I believe that every company is different and therefore has different needs, making it unique. So, making the UI or UX unique is generally not hard to do because I’m designing for the clients specific needs, not to satisfy my own creative desires. But let’s face it, websites have things in common and sometimes those needs overlap.
UX Solves Problems
User interface design and user experience design are about problem-solving and the way things work. Ideally, websites have clearly defined goals and objectives. In other words, they intend to solve a problem. If 5 clients are trying to solve the same problem, it probably makes sense to solve the problem in the same way. It would be silly (not to mention costly) to think up 5 different solutions to the same problem.
User experience design is about implementing appropriate solutions, not about the uniqueness of each solution.
One of my favorite UX patterns in web design is when the search bar completely replaces the navigation system.

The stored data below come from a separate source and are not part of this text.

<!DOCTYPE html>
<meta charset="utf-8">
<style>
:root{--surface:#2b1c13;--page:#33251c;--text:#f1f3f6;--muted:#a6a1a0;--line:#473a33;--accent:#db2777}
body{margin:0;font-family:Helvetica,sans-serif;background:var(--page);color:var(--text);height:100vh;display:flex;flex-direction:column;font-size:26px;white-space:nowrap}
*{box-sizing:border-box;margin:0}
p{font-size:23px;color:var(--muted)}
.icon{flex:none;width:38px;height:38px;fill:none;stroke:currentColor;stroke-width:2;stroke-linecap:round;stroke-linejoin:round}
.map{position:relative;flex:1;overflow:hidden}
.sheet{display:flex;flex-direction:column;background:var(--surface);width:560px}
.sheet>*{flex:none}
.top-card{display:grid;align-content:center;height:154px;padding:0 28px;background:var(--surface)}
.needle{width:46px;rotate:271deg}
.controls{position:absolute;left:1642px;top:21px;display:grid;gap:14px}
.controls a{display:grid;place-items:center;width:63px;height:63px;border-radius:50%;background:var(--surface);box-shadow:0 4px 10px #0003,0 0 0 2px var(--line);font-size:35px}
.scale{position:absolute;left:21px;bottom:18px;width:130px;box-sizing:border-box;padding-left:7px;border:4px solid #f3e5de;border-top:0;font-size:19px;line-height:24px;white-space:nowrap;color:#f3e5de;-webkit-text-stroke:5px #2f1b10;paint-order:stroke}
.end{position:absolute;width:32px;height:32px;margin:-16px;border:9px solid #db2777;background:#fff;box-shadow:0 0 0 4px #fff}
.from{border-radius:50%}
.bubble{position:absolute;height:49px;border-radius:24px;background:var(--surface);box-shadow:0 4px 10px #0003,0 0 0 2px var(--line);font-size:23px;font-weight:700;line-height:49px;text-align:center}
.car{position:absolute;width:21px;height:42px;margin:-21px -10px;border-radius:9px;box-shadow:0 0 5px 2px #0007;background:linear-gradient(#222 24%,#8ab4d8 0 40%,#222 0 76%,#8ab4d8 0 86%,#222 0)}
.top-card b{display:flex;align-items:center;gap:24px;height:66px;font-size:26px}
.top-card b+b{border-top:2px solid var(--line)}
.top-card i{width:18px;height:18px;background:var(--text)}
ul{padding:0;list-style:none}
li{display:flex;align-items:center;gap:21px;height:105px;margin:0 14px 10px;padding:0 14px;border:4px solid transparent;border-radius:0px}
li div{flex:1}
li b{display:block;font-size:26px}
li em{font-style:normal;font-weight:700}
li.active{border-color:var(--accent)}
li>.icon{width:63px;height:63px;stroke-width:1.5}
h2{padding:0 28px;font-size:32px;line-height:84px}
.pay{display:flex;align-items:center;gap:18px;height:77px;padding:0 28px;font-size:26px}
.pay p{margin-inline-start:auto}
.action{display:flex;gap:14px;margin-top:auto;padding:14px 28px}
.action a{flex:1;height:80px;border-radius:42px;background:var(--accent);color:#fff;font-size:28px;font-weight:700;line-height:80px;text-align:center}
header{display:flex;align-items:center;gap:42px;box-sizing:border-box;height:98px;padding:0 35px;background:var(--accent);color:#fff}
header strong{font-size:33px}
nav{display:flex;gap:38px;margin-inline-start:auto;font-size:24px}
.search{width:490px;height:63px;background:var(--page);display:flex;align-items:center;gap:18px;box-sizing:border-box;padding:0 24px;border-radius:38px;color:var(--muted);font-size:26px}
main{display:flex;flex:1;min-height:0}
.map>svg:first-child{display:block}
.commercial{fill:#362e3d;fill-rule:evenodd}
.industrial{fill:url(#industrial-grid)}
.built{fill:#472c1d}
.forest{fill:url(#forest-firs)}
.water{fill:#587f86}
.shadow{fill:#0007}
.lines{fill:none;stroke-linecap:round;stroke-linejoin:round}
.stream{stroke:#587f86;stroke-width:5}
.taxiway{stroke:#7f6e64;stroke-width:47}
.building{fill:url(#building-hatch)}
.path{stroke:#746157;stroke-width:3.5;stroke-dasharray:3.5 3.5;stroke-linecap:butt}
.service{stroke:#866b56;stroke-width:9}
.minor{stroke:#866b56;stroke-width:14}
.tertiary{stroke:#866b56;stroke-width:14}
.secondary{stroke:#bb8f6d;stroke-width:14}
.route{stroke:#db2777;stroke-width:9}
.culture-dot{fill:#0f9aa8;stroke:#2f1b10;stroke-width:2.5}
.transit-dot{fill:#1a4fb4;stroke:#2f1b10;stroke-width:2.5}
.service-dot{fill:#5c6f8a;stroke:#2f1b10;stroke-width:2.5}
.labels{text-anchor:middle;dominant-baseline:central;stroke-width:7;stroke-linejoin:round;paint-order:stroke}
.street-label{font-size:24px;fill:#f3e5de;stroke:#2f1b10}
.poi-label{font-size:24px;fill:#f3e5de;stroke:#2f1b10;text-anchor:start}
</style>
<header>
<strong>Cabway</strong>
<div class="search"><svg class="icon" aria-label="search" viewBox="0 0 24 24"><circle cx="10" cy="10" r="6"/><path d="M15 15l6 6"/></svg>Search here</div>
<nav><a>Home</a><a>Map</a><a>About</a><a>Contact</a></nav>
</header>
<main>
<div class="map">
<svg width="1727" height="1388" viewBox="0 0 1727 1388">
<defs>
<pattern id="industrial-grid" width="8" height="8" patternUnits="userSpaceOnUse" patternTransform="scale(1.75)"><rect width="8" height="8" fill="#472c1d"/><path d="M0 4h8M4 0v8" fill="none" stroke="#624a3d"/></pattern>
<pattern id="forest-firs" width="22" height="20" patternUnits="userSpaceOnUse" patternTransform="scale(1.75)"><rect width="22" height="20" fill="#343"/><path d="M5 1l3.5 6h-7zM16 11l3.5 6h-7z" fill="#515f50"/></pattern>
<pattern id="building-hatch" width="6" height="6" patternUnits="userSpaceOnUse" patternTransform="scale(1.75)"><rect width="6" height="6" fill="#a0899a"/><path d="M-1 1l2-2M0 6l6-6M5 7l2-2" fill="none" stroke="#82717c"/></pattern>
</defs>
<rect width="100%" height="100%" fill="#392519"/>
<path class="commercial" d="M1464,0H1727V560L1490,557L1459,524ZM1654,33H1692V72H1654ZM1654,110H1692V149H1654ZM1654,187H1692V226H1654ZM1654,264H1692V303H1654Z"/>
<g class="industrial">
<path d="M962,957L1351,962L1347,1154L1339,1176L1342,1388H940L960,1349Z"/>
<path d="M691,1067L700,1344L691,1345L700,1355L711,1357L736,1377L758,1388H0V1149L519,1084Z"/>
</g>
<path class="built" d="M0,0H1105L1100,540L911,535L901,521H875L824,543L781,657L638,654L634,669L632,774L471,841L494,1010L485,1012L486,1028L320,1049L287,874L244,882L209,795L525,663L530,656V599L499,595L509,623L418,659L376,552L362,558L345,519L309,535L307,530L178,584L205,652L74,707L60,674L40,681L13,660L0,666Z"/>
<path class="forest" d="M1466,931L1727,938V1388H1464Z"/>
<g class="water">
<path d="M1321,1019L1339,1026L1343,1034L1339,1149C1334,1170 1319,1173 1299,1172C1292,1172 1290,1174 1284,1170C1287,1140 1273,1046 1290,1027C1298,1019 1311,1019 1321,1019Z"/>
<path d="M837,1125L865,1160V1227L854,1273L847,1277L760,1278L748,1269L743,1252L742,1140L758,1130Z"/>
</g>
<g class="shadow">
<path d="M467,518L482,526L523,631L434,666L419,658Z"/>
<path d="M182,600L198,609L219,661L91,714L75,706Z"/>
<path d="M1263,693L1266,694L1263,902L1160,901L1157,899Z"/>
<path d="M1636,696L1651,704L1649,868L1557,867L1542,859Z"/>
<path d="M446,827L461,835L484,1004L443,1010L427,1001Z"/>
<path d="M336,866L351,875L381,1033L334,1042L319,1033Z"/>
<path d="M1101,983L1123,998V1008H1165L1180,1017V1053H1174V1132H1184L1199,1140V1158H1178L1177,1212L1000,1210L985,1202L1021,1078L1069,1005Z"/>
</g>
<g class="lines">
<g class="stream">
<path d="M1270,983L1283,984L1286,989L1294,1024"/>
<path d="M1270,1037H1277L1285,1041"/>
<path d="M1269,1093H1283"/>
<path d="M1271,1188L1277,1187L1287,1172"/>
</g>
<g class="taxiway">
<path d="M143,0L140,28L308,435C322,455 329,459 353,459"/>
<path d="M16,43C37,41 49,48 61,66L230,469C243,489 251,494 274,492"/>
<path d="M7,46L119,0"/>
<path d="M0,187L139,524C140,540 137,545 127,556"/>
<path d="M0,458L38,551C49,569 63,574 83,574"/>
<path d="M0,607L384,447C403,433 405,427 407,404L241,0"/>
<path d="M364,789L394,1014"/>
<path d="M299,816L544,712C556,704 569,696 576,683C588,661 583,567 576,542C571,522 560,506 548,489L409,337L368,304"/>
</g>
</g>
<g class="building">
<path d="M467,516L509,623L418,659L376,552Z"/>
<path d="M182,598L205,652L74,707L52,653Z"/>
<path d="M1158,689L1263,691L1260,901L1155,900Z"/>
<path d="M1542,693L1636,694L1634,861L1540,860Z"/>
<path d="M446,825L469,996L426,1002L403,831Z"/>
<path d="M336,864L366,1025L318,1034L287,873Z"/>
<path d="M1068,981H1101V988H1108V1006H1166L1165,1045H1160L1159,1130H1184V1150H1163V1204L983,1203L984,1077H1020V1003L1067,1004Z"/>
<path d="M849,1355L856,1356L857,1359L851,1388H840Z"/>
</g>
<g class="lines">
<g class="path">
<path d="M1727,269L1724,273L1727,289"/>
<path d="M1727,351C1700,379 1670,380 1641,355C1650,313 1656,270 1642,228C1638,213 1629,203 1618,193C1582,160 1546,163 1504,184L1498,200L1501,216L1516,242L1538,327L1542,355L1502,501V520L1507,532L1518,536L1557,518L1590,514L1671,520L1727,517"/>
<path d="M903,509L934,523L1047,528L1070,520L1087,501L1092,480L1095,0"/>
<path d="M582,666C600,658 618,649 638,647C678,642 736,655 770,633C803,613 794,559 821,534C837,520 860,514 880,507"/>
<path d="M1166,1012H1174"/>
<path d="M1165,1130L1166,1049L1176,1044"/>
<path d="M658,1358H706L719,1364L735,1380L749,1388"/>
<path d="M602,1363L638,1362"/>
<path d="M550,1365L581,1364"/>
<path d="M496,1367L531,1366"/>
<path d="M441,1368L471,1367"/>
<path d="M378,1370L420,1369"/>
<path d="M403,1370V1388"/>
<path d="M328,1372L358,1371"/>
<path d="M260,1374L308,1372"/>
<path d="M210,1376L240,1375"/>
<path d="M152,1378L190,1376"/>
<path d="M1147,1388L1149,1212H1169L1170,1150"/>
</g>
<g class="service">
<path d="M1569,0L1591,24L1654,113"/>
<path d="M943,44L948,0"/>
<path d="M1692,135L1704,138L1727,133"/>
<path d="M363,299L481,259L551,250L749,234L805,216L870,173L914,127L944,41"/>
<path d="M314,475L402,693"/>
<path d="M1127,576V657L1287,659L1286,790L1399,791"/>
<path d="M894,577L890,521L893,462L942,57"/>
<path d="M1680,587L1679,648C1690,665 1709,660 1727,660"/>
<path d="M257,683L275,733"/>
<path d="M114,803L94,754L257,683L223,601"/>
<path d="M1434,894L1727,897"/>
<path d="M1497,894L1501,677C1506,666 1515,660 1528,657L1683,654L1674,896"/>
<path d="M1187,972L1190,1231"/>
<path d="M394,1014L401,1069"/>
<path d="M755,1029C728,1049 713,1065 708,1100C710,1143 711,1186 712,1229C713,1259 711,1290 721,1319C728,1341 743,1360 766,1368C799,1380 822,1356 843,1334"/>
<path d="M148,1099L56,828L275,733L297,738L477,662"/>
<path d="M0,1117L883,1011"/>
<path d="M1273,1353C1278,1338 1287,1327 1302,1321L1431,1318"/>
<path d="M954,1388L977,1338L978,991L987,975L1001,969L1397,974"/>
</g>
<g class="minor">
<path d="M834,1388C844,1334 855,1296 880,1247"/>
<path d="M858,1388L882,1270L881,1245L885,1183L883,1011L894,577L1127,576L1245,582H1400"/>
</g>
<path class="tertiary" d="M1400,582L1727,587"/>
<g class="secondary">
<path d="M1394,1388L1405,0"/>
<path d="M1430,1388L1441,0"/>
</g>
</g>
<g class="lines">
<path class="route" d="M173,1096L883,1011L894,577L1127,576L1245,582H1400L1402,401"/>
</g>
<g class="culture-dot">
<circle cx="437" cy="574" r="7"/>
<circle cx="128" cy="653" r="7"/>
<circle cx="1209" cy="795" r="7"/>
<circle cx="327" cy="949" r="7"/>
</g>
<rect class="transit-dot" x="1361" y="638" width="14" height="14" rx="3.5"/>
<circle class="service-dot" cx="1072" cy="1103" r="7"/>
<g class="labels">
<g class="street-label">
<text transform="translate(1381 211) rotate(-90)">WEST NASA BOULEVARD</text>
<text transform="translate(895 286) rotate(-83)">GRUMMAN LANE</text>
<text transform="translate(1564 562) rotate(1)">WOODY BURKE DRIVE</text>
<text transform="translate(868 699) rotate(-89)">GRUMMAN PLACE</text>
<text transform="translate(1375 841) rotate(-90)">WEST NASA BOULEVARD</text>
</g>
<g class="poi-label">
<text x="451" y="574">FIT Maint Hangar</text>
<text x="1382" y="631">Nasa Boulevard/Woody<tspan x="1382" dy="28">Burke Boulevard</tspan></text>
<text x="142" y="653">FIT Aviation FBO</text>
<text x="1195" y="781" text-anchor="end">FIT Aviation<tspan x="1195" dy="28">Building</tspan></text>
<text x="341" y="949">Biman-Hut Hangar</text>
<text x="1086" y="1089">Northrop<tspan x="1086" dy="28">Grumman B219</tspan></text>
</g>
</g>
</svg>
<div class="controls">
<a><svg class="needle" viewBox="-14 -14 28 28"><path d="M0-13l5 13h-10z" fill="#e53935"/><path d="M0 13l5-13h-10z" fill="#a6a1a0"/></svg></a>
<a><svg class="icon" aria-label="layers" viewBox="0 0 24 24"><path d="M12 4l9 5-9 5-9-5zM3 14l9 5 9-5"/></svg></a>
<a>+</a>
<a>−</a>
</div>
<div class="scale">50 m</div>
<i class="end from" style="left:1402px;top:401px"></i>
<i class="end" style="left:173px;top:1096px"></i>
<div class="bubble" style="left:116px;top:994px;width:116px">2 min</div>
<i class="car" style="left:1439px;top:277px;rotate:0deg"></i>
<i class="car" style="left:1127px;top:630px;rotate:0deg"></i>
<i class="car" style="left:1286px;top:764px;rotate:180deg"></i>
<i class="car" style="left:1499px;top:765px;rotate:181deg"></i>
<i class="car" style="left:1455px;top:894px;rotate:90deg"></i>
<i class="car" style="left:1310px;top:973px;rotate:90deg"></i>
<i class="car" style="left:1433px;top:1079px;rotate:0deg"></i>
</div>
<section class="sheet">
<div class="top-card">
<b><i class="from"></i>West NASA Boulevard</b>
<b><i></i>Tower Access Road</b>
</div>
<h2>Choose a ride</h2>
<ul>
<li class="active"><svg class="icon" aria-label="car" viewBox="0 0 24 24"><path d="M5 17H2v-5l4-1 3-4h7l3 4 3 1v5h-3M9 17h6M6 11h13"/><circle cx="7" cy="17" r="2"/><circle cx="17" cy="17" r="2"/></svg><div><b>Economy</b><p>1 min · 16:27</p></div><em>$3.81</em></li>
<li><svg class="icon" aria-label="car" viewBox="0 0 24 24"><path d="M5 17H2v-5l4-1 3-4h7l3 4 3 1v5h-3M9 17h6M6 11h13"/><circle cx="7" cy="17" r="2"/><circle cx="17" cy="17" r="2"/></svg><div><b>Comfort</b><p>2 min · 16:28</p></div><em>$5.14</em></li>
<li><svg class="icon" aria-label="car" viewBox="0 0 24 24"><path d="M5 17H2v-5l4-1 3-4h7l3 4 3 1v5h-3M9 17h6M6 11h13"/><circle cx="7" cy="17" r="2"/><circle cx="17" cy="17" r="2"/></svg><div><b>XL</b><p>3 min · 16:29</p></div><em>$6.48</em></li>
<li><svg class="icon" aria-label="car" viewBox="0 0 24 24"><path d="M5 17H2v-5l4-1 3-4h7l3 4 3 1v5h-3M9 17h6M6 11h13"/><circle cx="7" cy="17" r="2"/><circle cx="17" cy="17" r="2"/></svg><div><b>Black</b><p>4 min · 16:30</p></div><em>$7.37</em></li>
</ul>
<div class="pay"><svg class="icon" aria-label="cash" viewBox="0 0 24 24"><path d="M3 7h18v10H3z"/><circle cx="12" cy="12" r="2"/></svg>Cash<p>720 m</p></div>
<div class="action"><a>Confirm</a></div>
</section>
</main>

This is a technique I imagined on my own while designing the Klein Steel website. I certainly wasn’t the first person to think of this functionality, but I hadn’t seen it executed the same way anywhere else and it just made sense to me.
Is It Plagiarism?
Nope. It’s not much different than people needing a method of transportation and 100 different companies producing cars. To me, this is nothing more than solving a complex problem with a clever solution and enhancing the experience of everyone using the website. If the solution happens to work well for another website, then it should be used there too.
I think good UX patterns should be shared as often and as widely as possible because their purpose is to make peoples lives easier and that is something I believe should be available to everyone. It’s also one of the reasons why I am so passionate about contributing my talents, knowledge, and experience freely to the field of web design and development.
You can’t patent a good user experience.